If you are new to investing, what skills seem to be the most important to you? Maybe you spent most of your first few weeks just getting used to placing orders or figuring out which companies’ stock to buy. Those are typical challenges new people face. After a few months, however, it’s time to pick up some new skills. One of the best ways to constantly improve your technique is to review what you know, correct errors, and add new things to your investing took kit every so often. Here are five things you should consider learning about if they are not already part of your money-making arsenal.
When it comes to learning how to day trade, it can add excitement and variety to your life. Day traders never hold a position overnight. They cash out every day before the close of the market.
That means, by necessity, all their transactions are very short-term affairs, some lasting less than a minute. For the most part, though, they follow just one or two stocks closely, watching for short upward or downward moves. A sub-set of this category are the scalpers, those who rarely stay in a trade more than a few seconds or minutes.
Sharpening Your Skills
Going back to the simulator and doing a week or so of paper trading is a great way to sharpen skills and drop bad habits you might have picked up. Nearly every platform has its own version of a simulator, sometimes called trade-bots, that you can practice on.
Using fake money but following real market action, you’ll be able to hone your order placement skills and get used to entering and exiting trades quickly.
Knowing how to short stocks from this site can save you in a downward market. If your brokerage allows you to short without putting up a large sum in advance, it’s a reliable way to simply bet that a particular stock is about to decline in value.
Be sure to ask your broker’s customer service rep how the shorting process works on your particular platform. Then, you’ll be able to take advantage of choosing shares on both sides of the price line.
Protecting Your Capital
Some learn this lesson the hard way, by blowing out their accounts. You don’t have to do that to learn how to protect your precious capital. One technique that is effective is limiting your buys to a set percentage of your account value.

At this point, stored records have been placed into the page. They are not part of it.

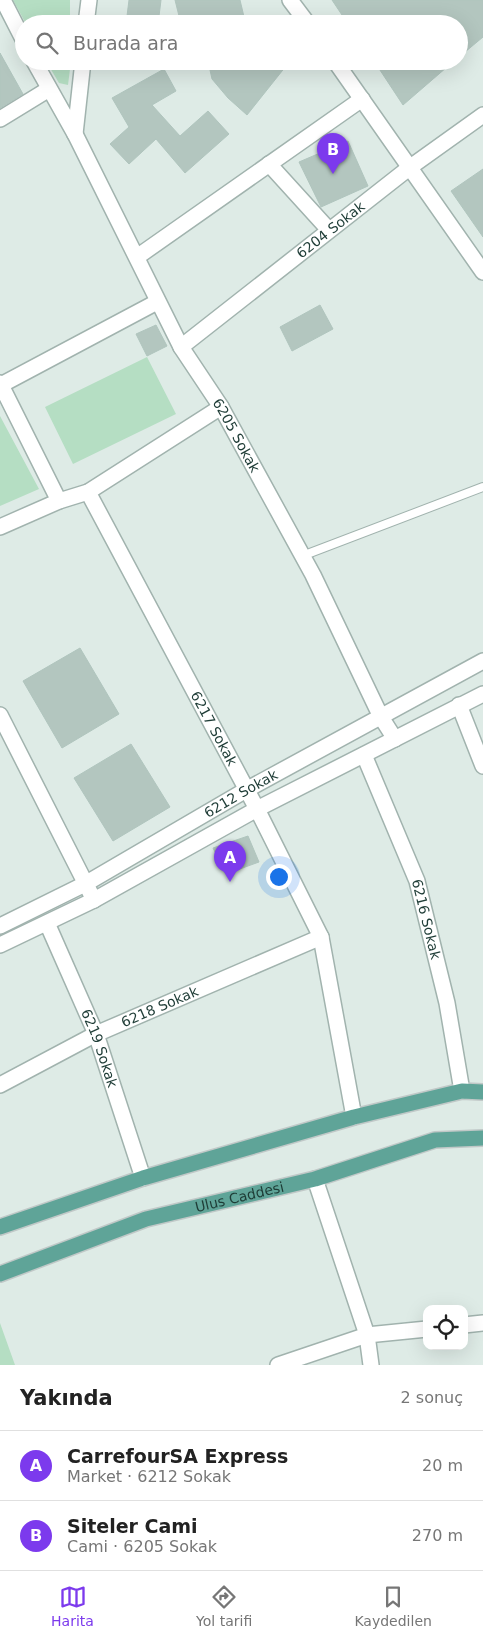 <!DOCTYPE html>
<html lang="tr">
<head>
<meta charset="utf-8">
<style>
	:root { --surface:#fff; --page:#f6f6f6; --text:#222; --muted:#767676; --line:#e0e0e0; --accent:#7c3aed }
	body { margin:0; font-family:"DejaVu Sans",sans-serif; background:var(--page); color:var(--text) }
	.controls { position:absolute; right:15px; bottom:15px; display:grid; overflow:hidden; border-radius:10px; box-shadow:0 5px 20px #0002 }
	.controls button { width:45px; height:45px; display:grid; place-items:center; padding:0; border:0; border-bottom:1px solid var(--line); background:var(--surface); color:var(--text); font:25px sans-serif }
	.you { position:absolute; left:278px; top:876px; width:18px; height:18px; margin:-12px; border:4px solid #fff; border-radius:50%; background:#1a73e8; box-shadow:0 0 0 8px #1a73e833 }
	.badge { display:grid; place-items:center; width:32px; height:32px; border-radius:50%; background:var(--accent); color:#fff; font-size:16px; font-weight:700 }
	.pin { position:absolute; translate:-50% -41px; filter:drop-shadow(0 1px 2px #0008) }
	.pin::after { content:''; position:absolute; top:26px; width:18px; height:15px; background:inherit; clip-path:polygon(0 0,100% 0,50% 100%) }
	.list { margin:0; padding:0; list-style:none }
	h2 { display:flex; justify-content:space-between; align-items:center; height:65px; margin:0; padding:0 20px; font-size:21px }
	h2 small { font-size:16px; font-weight:400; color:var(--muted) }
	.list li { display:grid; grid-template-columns:32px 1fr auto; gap:15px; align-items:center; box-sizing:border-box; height:70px; padding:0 20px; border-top:1px solid var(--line) }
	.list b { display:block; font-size:19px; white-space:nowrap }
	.list p { margin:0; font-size:16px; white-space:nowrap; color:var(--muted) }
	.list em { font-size:16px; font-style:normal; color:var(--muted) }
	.icon { flex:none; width:28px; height:28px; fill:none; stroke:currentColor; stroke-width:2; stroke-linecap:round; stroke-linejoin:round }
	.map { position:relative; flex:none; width:483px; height:1365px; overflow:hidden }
	.search { position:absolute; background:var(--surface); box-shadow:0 5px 20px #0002; left:15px; right:15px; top:15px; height:55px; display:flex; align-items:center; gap:12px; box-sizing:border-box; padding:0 18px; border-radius:28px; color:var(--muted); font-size:19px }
	.sheet { height:205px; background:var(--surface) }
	nav { display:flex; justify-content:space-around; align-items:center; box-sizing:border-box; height:70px; border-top:1px solid var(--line); background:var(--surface); font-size:14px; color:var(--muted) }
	nav a { display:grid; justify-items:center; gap:2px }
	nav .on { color:var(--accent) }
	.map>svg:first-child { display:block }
</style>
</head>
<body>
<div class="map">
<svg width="483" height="1365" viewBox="0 0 483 1365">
	<rect width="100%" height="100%" fill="#deebe6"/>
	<path fill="#b5dec3" d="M13 0H70V24H26Z
		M46 61H71L68 85 59 83Z
		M147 357 176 414 73 464 45 407Z
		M0 416 39 489 0 506Z
		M0 1323 15 1365H0Z"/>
	<path fill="#b3c6bf" stroke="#b0c5be" d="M129 0H161L158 24H126Z
		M175 0H240L245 21 235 24H181Z
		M332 0H483V37L459 57V24H348Z
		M0 53 23 94 0 108Z
		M208 61H290L247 115 228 98 212 79Z
		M374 61H454L403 105Z
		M164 69 176 91 152 105 180 136 208 111 229 134 185 173 156 139 129 164 110 144 129 127 112 98Z
		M348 141 368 186 321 207 299 162Z
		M483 169V237L451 191Z
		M320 305 333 329 292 351 280 327Z
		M156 325 167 346 147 356 136 334Z
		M80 648 119 714 62 748 23 681Z
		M131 744 170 807 113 841 74 778Z
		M248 836 259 862 226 874 213 848Z"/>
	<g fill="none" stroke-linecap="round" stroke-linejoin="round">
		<defs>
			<path id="service" d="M302 556 483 487"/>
			<g id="minor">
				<path d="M3 0 24 41"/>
				<path d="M290 0 308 24"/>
				<path d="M86 24 89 0"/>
				<path id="s1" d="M34 61 75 134 181 347 221 407 313 575 381 717 395 739"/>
				<path d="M335 61 483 272"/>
				<path d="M0 119 49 89"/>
				<path d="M75 134 83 61"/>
				<path d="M269 164 329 230"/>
				<path d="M137 257 362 99"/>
				<path id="s2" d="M181 347 409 168 483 115"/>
				<path d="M0 383 59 501"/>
				<path d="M1 385 157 302"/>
				<path id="s3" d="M88 492 257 809 321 937 354 1117"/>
				<path d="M0 527 59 501 88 492 221 407"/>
				<path d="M459 705 483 766"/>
				<path d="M0 715 94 900"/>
				<path id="s4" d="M364 755 417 881 447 1003 462 1091"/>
				<path id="s5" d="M47 923 96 1034 143 1178"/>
				<path id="s6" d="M0 1085 96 1034 321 937"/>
				<path d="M315 1179 367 1335 371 1365"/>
				<path d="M464 1325 483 1323"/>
				<path d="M278 1365 367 1335 427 1329"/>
			</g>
			<g id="tertiary">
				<path id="s7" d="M0 926 85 884 246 790 483 661"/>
				<path d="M0 945 94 900 257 809 483 694"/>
			</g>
			<g id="primary">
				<path d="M0 1227 143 1178 354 1117 462 1091 483 1092"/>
				<path id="s8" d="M0 1274 146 1219 315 1179 435 1140 483 1138"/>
			</g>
		</defs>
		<use href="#service" stroke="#a1b3ae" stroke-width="10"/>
		<use href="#minor" stroke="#a1b3ae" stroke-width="18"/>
		<use href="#tertiary" stroke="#a1b3ae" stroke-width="18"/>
		<use href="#primary" stroke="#c0c8c7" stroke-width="18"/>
		<use href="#service" stroke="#fff" stroke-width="8"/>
		<use href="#minor" stroke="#fff" stroke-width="15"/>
		<use href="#tertiary" stroke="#fff" stroke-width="15"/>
		<use href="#primary" stroke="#5fa498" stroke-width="15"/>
	</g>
	<g text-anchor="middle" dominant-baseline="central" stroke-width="4" stroke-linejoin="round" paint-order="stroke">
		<g font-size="14" fill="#1e3c36" stroke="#eff8f4">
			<text stroke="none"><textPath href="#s2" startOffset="190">6204 Sokak</textPath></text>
			<text stroke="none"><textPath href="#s1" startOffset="426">6205 Sokak</textPath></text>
			<text stroke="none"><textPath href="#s3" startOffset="268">6217 Sokak</textPath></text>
			<text stroke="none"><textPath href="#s7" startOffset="275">6212 Sokak</textPath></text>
			<text stroke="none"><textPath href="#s4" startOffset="176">6216 Sokak</textPath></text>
			<text stroke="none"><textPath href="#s6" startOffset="178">6218 Sokak</textPath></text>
			<text stroke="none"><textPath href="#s5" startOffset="136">6219 Sokak</textPath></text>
			<text stroke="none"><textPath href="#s8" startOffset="252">Ulus Caddesi</textPath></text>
		</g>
	</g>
</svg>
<div class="controls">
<button><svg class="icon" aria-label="locate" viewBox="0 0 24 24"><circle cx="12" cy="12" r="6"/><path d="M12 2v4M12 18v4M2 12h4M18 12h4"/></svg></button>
</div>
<div class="you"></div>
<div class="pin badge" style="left:230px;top:882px">A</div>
<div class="pin badge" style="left:333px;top:174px">B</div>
<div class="search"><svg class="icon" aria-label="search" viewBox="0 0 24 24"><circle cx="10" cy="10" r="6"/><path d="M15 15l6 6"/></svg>Burada ara</div>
</div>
<section class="sheet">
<h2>Yakında<small>2 sonuç</small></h2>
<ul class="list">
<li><span class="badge">A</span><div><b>CarrefourSA Express</b><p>Market · 6212 Sokak</p></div><em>20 m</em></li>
<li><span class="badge">B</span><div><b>Siteler Cami</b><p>Cami · 6205 Sokak</p></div><em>270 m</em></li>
</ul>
</section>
<nav>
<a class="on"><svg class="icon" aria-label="map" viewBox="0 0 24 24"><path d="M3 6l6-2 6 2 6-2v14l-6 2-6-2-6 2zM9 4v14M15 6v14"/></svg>Harita</a>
<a><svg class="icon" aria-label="directions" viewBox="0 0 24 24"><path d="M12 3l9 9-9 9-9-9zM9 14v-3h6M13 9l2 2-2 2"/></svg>Yol tarifi</a>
<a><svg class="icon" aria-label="saved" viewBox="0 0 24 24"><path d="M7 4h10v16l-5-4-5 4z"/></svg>Kaydedilen</a>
</nav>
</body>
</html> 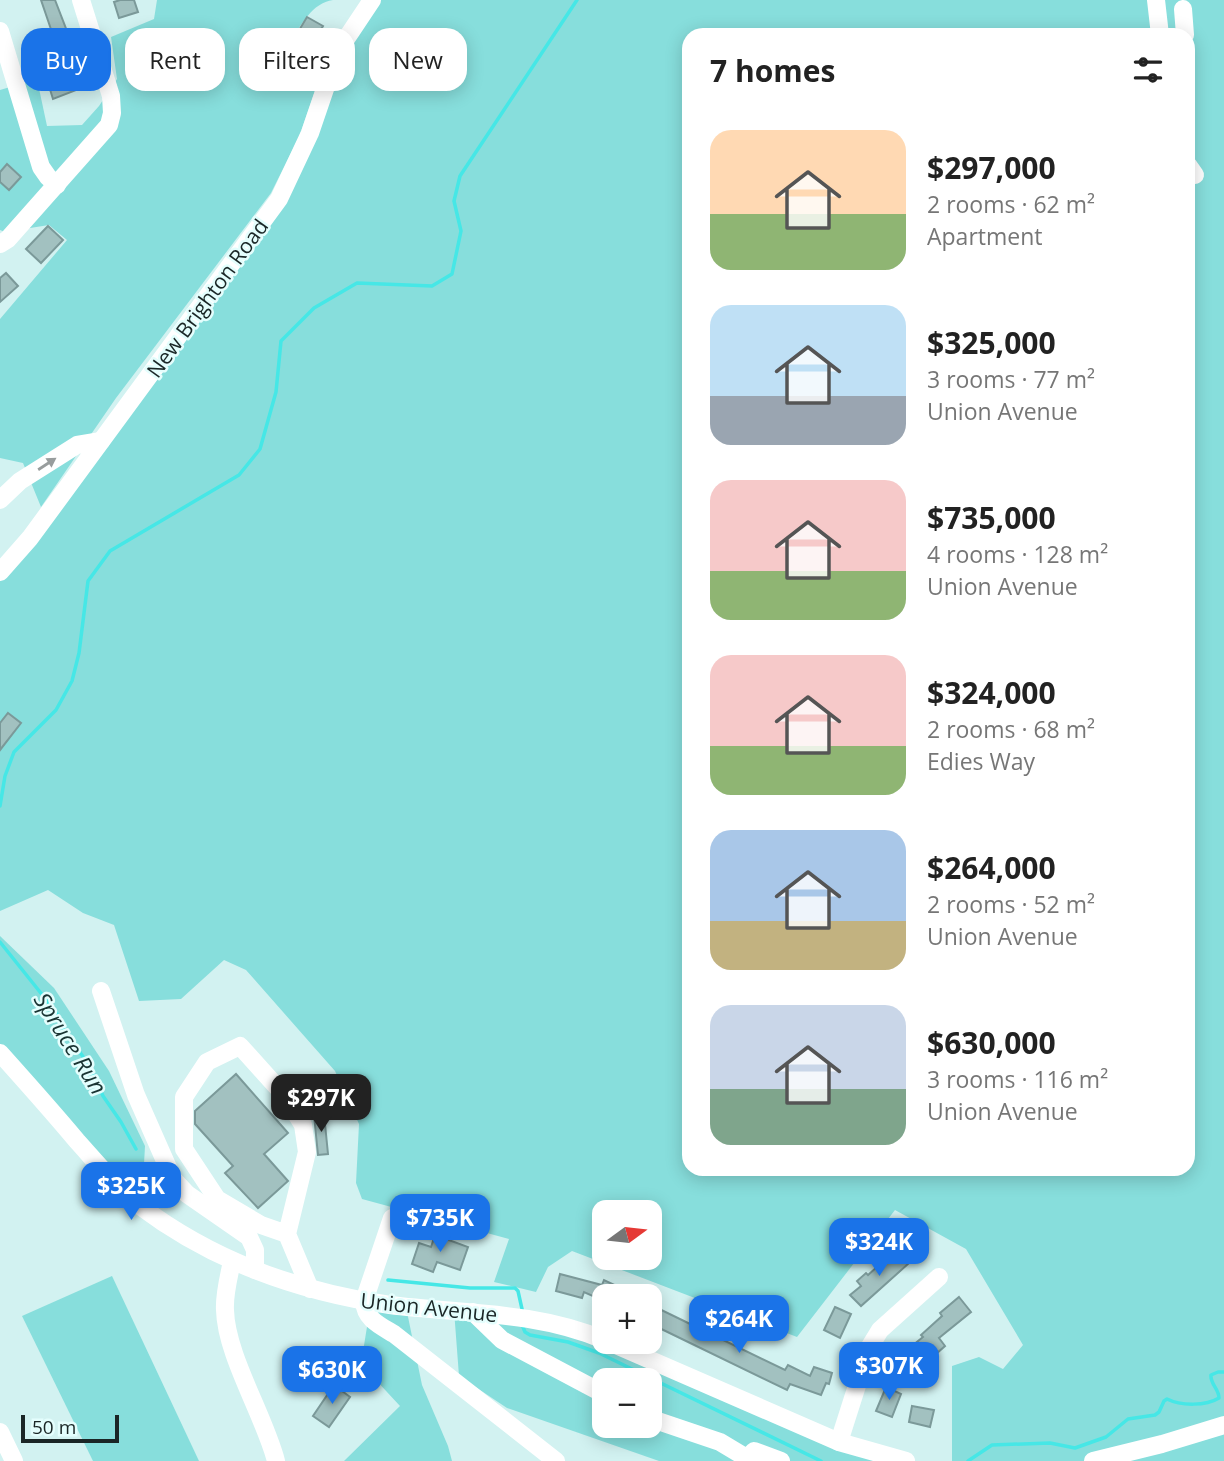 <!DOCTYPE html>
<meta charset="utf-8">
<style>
:root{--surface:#fff;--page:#f2f2f2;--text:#222;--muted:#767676;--accent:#1a73e8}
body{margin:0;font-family:"Open Sans",sans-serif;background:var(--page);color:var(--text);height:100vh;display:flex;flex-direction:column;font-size:26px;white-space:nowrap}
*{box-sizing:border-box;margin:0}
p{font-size:23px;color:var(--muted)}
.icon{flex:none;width:38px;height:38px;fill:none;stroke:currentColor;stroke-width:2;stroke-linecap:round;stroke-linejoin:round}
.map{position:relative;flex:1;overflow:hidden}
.side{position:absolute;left:682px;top:28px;width:513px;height:1148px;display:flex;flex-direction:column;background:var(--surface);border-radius:21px;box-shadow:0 4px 18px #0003}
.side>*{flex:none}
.hud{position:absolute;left:21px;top:28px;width:556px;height:63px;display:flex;gap:14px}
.needle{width:46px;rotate:75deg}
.fabs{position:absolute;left:592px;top:1200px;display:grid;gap:14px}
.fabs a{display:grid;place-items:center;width:70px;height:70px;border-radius:14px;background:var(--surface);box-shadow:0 4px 18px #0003;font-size:35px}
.scale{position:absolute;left:21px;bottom:18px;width:98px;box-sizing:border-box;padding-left:7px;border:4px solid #1a2626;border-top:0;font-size:19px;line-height:24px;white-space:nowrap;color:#1a2626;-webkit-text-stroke:5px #e4fefd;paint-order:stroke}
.price{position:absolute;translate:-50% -60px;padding:0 16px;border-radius:14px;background:var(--accent);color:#fff;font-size:23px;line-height:46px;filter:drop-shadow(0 2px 4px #0008)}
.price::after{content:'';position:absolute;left:50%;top:42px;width:21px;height:16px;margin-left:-10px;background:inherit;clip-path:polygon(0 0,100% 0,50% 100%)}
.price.selected{background:#222;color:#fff}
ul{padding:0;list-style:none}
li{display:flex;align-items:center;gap:21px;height:175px;padding:0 28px}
li span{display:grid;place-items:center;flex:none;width:196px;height:140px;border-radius:21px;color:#555}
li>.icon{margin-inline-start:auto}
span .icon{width:84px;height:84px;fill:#fffc;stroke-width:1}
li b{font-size:30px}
h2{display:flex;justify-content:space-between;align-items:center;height:84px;padding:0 28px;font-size:30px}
.chip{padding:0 24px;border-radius:21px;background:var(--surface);box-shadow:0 4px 18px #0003;font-size:24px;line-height:63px}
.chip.selected{background:var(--accent);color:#fff}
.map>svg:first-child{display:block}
</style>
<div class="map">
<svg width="1224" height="1461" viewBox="0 0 1224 1461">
<rect width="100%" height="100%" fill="#d2f2f1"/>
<!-- green -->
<g fill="#87dedc" fill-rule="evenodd">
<path d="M157,0H333C312,3 301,25 291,41L298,53L322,70L299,137L271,193L116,398L41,507L23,463L0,458V319L67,240L49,225L5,232L0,230V90L37,79L47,126L82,125L99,106L117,79L111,37L154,19Z"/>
<path d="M372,0H1224V1461H952V1366L979,1357L1003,1369L1023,1345L966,1249L895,1210L797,1337L572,1251L548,1267L536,1292L494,1282L509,1239L362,1199L356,1183L359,1124L335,1071L246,970L224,960L181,999L139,1001L114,925L83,913L48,890L0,911V572L279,199ZM690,35H1188V1169H690ZM604,1213H649V1258H604Z"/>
<polygon points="0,936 54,988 109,1071 145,1146 144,1164 113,1181 0,1053"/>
<polygon points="112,1276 199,1461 93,1461 22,1316"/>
<polygon points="371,1302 406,1307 422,1385 448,1446 452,1461 344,1461 400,1406 361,1364"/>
<path d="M454,1310L523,1317L906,1461H659L507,1408L459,1376ZM604,1381H649V1426H604Z"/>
</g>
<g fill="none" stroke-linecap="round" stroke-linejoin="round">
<!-- stream -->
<g stroke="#46e7e6" stroke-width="3.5">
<polyline points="0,806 5,776 14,752 56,710 72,681 79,653 88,581 110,551 239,475 260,449 276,392 281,341 314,308 357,283 432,286 452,274 461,231 454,201 460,176 577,0"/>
<polyline points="0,942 56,1012 64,1030 89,1065 103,1096 121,1122 136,1149"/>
<polyline points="388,1280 470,1288 515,1288 518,1291 522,1309"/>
<polyline points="523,1327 525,1332 530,1335 568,1342 599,1353 821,1461"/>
<path d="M968,1461L992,1445L1050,1443L1075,1448L1106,1437L1128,1419L1155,1415L1159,1412L1164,1401L1167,1399C1181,1406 1206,1406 1219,1398C1219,1389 1210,1384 1211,1375L1218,1372H1224"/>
</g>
</g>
<!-- building -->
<g fill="#a2c1c0" stroke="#7b9999" stroke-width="2">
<polygon points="41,0 55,0 75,52 60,57 59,53 53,55 49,43 55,41"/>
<polygon points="120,0 134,0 138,12 119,18 114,2"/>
<polygon points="307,17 323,26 310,47 295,37"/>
<polygon points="76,74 80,75 84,87 53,99 48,83"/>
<polygon points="7,164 21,177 9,190 0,182 0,172"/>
<polygon points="48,226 63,240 41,263 26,249"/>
<polygon points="6,273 18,286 0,302 0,278"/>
<polygon points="8,713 21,723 0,750 0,723"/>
<polygon points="236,1074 288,1133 264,1154 288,1181 258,1208 225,1173 233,1166 195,1124 195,1111"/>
<polygon points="324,1114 328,1154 318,1155 314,1115"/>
<polygon points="435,1235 468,1247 460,1270 437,1262 433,1272 412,1264 419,1243 431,1247"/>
<polygon points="896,1250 908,1264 861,1306 850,1295 861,1286 857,1281 866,1273 868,1275"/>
<polygon points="560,1274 602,1285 604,1280 640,1297 604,1297 604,1301 584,1292 582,1298 556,1291"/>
<polygon points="959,1297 971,1312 939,1338 945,1346 936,1354 933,1350 922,1359 912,1346 923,1337 921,1335 942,1316 940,1313"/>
<polygon points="649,1304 785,1370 788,1365 810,1376 814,1367 832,1373 829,1384 826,1383 821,1395 790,1384 787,1390 649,1323"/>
<polygon points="835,1307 851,1314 840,1338 824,1330"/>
<polygon points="334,1385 350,1397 329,1427 313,1416"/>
<polygon points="886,1387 901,1394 892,1417 876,1411"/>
<polygon points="912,1406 934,1410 930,1427 909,1422"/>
</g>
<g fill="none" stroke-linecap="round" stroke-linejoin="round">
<!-- minor -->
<g stroke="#fff" stroke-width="18">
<polyline points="1156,0 1160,35"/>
<polyline points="1183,9 1185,35"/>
<polyline points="0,31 41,167 48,177 57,185"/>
<polyline points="1188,165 1195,175"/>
<polyline points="0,244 8,239 109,125 112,113 111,96 81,0"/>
<polyline points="0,500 20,481 77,445 101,441"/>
<polyline points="0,572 30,538 279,199 310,133 325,89 346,39 372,0"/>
<polyline points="101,991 136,1095 173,1179 187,1194 249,1237 255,1250 255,1270"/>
<path d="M0,1053C26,1082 52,1111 77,1141C97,1163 116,1187 140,1206C213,1261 300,1292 390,1305C462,1314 536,1311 604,1340"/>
<path d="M392,1218L364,1301C365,1319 379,1325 394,1334L556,1461"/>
<polyline points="287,1234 261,1225 217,1199 184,1149 184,1097 207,1062 240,1046 285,1096 303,1125 307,1152 287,1234 310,1289"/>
<path d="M232,1261C229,1277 224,1294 225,1310C226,1355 264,1415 276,1461"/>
<polyline points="473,1312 502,1340 604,1394"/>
<polyline points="609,1342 839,1442 906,1461"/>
<polyline points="649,1418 720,1442 750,1460"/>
<polyline points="0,1432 14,1461"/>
<polyline points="839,1442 869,1348 880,1330 939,1277"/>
<polyline points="751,1461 748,1457 754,1451 781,1461"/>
<polyline points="1093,1461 1162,1444 1224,1425"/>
</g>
</g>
<!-- one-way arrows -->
<defs><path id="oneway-solid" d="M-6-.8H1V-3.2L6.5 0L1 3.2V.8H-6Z" transform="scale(1.75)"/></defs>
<use fill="#989d9d" href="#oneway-solid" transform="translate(47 464) rotate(-33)"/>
<g text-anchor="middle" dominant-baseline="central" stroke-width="5" stroke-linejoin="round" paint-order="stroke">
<!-- street labels -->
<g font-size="21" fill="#1a2626" stroke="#e4fefd">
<text transform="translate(207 298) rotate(-54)">New Brighton Road</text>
<text transform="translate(429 1307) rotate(6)">Union Avenue</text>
</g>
<!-- water labels -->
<g font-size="23" font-style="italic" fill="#1a3433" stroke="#e4fefd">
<text transform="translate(71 1043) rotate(58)">Spruce Run</text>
</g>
</g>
</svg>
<div class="fabs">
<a><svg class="needle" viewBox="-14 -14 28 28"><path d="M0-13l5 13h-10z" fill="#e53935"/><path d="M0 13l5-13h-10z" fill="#767676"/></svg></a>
<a>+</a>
<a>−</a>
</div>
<div class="scale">50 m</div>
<b class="price selected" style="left:321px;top:1134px">$297K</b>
<b class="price" style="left:131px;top:1222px">$325K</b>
<b class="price" style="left:440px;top:1254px">$735K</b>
<b class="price" style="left:879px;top:1278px">$324K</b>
<b class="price" style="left:739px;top:1355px">$264K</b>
<b class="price" style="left:889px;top:1402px">$307K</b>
<b class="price" style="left:332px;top:1406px">$630K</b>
<div class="hud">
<a class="chip selected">Buy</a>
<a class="chip">Rent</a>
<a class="chip">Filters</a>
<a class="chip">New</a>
</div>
<section class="side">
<h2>7 homes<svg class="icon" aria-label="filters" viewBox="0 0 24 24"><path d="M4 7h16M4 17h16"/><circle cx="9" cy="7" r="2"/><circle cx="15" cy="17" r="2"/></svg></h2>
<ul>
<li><span style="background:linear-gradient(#ffd9b3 60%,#8fb573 0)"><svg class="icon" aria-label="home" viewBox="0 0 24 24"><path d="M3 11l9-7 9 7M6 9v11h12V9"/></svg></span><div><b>$297,000</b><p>2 rooms · 62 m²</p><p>Apartment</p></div></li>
<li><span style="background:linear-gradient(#bfe0f5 65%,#9aa5b1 0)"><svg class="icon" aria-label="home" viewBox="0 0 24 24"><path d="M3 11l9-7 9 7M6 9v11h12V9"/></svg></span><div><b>$325,000</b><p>3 rooms · 77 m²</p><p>Union Avenue</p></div></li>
<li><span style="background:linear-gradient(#f6c9c9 65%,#8fb573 0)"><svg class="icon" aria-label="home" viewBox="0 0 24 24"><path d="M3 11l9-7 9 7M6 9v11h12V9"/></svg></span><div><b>$735,000</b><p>4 rooms · 128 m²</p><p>Union Avenue</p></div></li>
<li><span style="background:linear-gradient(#f6c9c9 65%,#8fb573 0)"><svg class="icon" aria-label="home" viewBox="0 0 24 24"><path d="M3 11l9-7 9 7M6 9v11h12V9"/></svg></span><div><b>$324,000</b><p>2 rooms · 68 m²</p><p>Edies Way</p></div></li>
<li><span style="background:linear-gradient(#a9c7e8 65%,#c2b280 0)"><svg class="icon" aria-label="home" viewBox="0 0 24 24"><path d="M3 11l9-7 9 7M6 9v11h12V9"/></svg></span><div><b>$264,000</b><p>2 rooms · 52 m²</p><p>Union Avenue</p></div></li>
<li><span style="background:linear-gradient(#c9d6e8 60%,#7fa58c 0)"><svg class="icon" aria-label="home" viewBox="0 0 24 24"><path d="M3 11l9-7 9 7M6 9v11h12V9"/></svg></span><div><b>$630,000</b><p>3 rooms · 116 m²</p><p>Union Avenue</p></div></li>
</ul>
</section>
</div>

For instance, if your balance is $5,000, you can use the two-percent rule and buy no more than $100 worth of a given security. By putting a guard rail on your purchases, you might feel restrained at first, but will soon notice that your losses are effectively limited.
Hedging with Metals
One of the most common ways for investors to counter balance their securities holdings is by buying precious metals.
For decades, the value of the metals has traveled in the opposite direction of the major stock indices. Hedging your portfolio with gold and silver bullion or mining stocks is often a smart way to protect against major market downturns in stocks.